MOSCOW: A new UN Security Council resolution on North Korea will include additional sanctions against the communist regime but will not introduce an economic embargo, Russia’s UN envoy said on Wednesday.
At an emergency meeting last week the UN Security Council denounced Pyongyang’s May 25 nuclear test as a violation of Resolution 1718 and the international non-proliferation regime. All members agreed to draft a new resolution on the North, already under a number of UN sanctions over its first nuclear test, carried out in 2006.
“This resolution will not aim to impose any kind of economic embargo on North Korea,” Vitaly Churkin said during a Moscow-New York teleconference hosted by RIA Novosti.

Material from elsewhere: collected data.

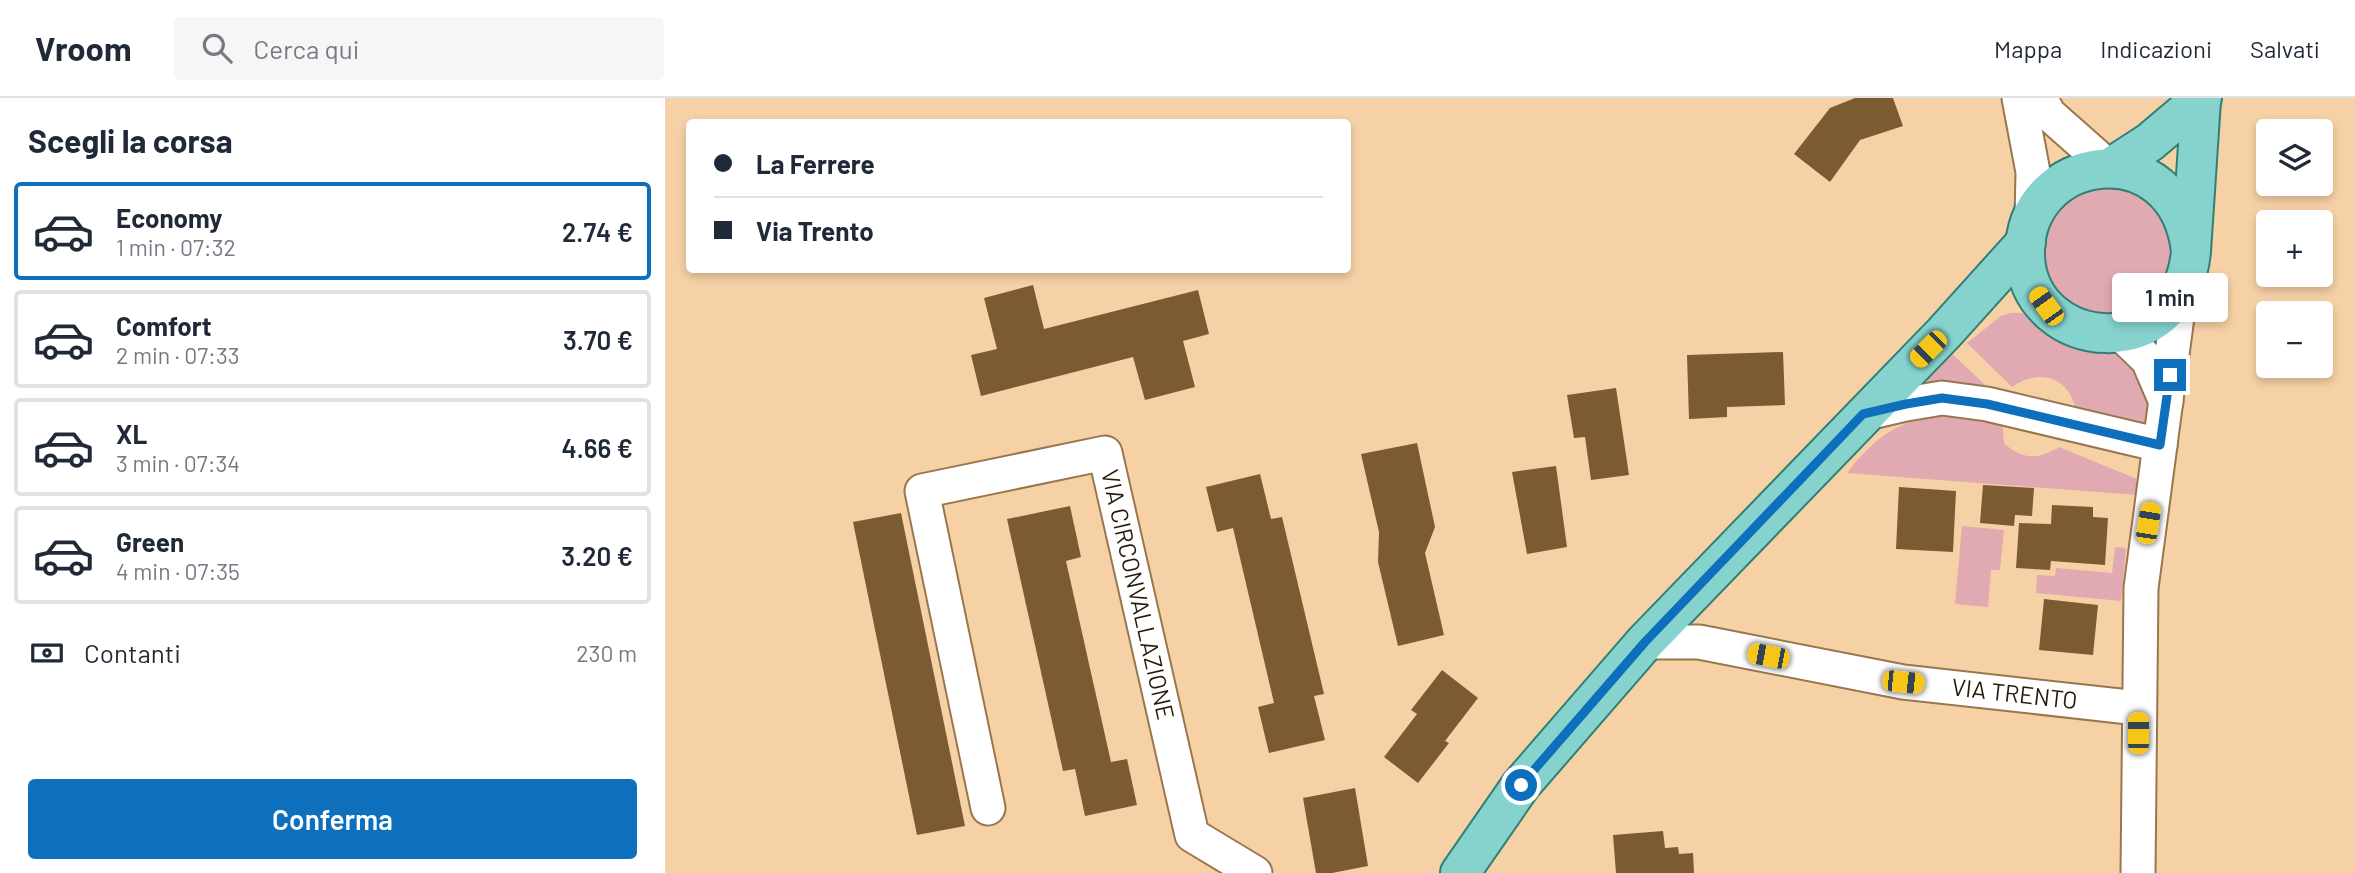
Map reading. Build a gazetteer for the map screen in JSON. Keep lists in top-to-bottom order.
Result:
{
  "streets": {
    "street": ["VIA CIRCONVALLAZIONE", "VIA TRENTO"]
  },
  "page": {
    "header": "Vroom",
    "search": "Cerca qui",
    "nav": ["Mappa", "Indicazioni", "Salvati"],
    "heading": "Scegli la corsa",
    "map_buttons": ["+", "−"],
    "banner": ["La Ferrere", "Via Trento"],
    "list": [
      {
        "name": "Economy",
        "note": "1 min · 07:32",
        "value": "2.74 €"
      },
      {
        "name": "Comfort",
        "note": "2 min · 07:33",
        "value": "3.70 €"
      },
      {
        "name": "XL",
        "note": "3 min · 07:34",
        "value": "4.66 €"
      },
      {
        "name": "Green",
        "note": "4 min · 07:35",
        "value": "3.20 €"
      }
    ],
    "bubble": "1 min",
    "pay": ["Contanti", "230 m"],
    "buttons": "Conferma"
  }
}
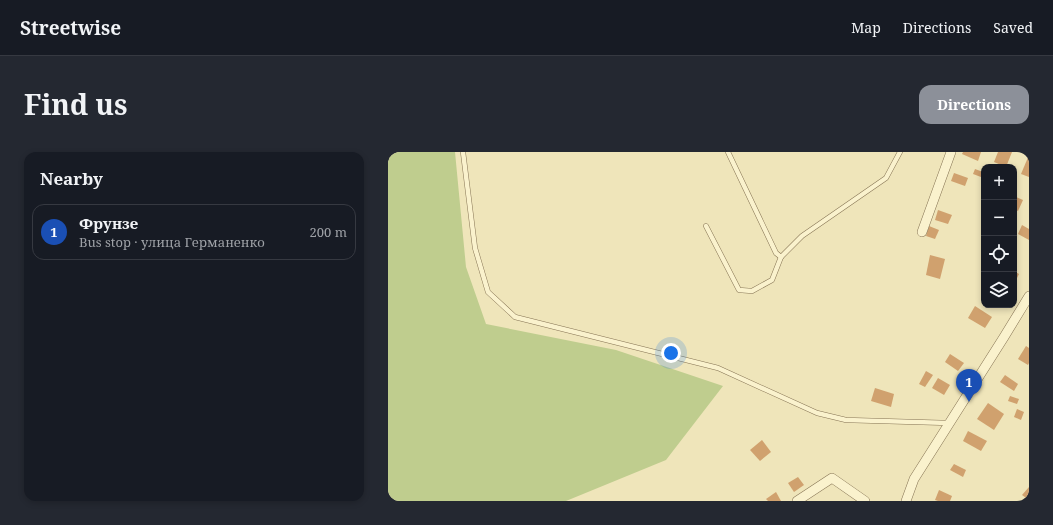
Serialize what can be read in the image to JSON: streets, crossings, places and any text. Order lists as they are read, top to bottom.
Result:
{
  "page": {
    "header": "Streetwise",
    "nav": ["Map", "Directions", "Saved"],
    "title": "Find us",
    "buttons": "Directions",
    "heading": "Nearby",
    "map_buttons": ["+", "−"],
    "list": [
      {
        "mark": "1",
        "name": "Фрунзе",
        "note": "Bus stop · улица Германенко",
        "value": "200 m"
      }
    ],
    "pins": "1"
  }
}
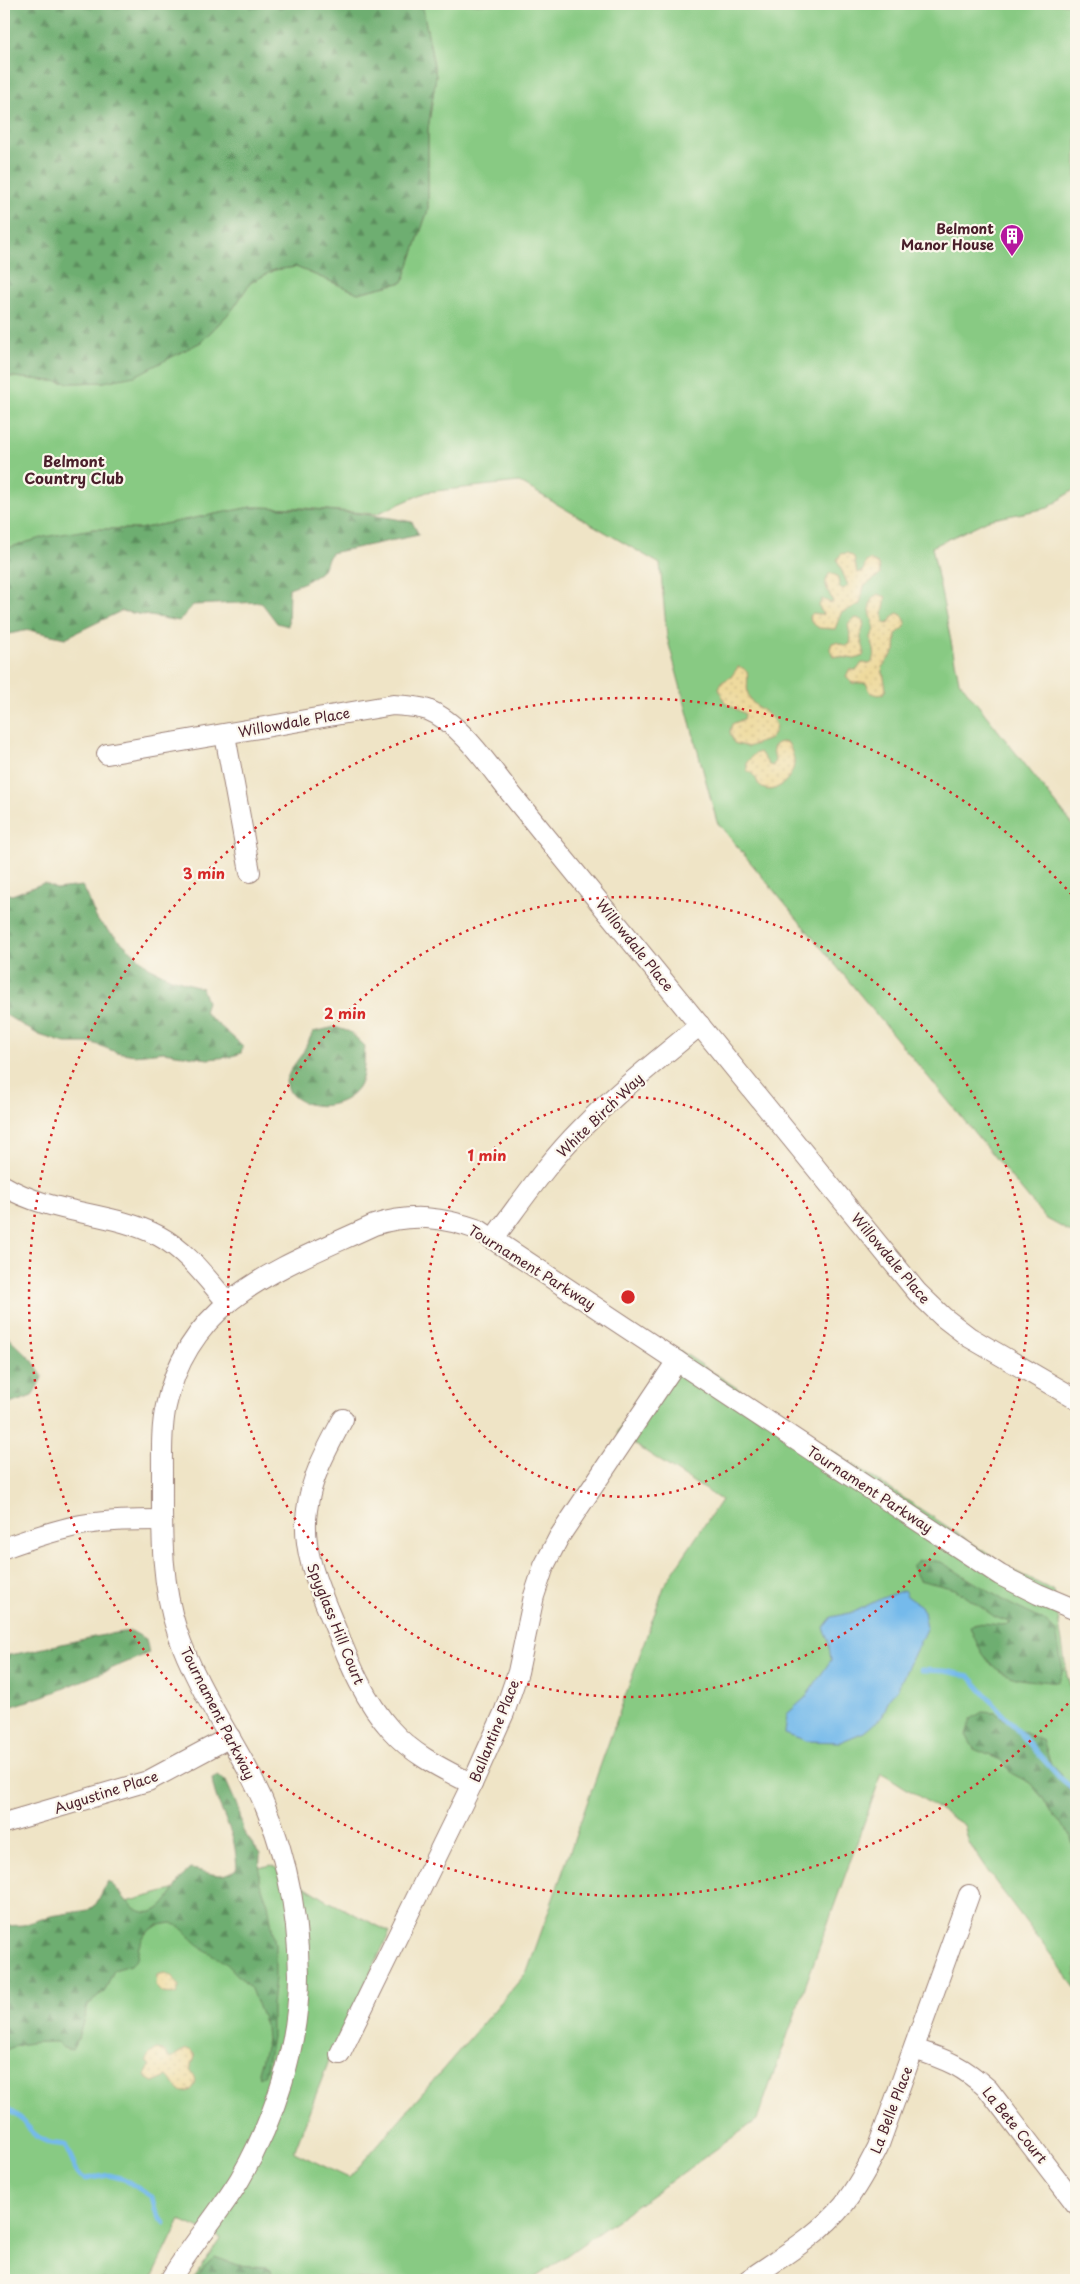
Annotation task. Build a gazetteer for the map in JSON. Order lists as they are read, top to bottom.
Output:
{
  "streets": {
    "street": [
      "Willowdale Place",
      "White Birch Way",
      "Tournament Parkway",
      "Spyglass Hill Court",
      "Ballantine Place",
      "Augustine Place",
      "La Belle Place",
      "La Bete Court"
    ]
  },
  "crossings": [
    ["Willowdale Place", "White Birch Way"],
    ["White Birch Way", "Tournament Parkway"],
    ["Tournament Parkway", "Ballantine Place"],
    ["Tournament Parkway", "Augustine Place"],
    ["Spyglass Hill Court", "Ballantine Place"],
    ["La Belle Place", "La Bete Court"]
  ],
  "districts": ["Belmont Country Club"],
  "places": {
    "building": ["Belmont Manor House"]
  },
  "rings": ["3 min", "2 min", "1 min"]
}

He said that the new document should be aimed at reducing the risks of nuclear proliferation and returning to six-nation talks on North Korea’s nuclear program, but should not lead to a deterioration in the living conditions of the civilian population.
“As we all know, the economic situation there is already difficult,” he said.
The six-nation talks involving North and South Korea, Russia, Japan, China and the United States, were launched in 2003 after Pyongyang withdrew from the Nuclear Nonproliferation Treaty (NPT).
Under deals reached in 2007, the North began disabling a nuclear reactor and other facilities at Yongbyon under international supervision, in exchange for economic aid and political incentives, which included the deliveries of fuel oil to Pyongyang.
However, in December last year, a round of six-nation talks ended in deadlock over a U.S. demand that nuclear inspectors be allowed to take samples out of the country from North Korean facilities for further analysis.
Churkin said: “The UN resolution will not resolve economic problems in North Korea, but the country could certainly make significant progress in the development of its economy through negotiations and improving relations” with South Korea and other countries.
A Kremlin source told RIA Novosti on Wednesday that the Russian leadership had no intention to turn a blind eye to North Korea’s nuclear and missile tests, but was opposed to measures that would isolate Pyongyang.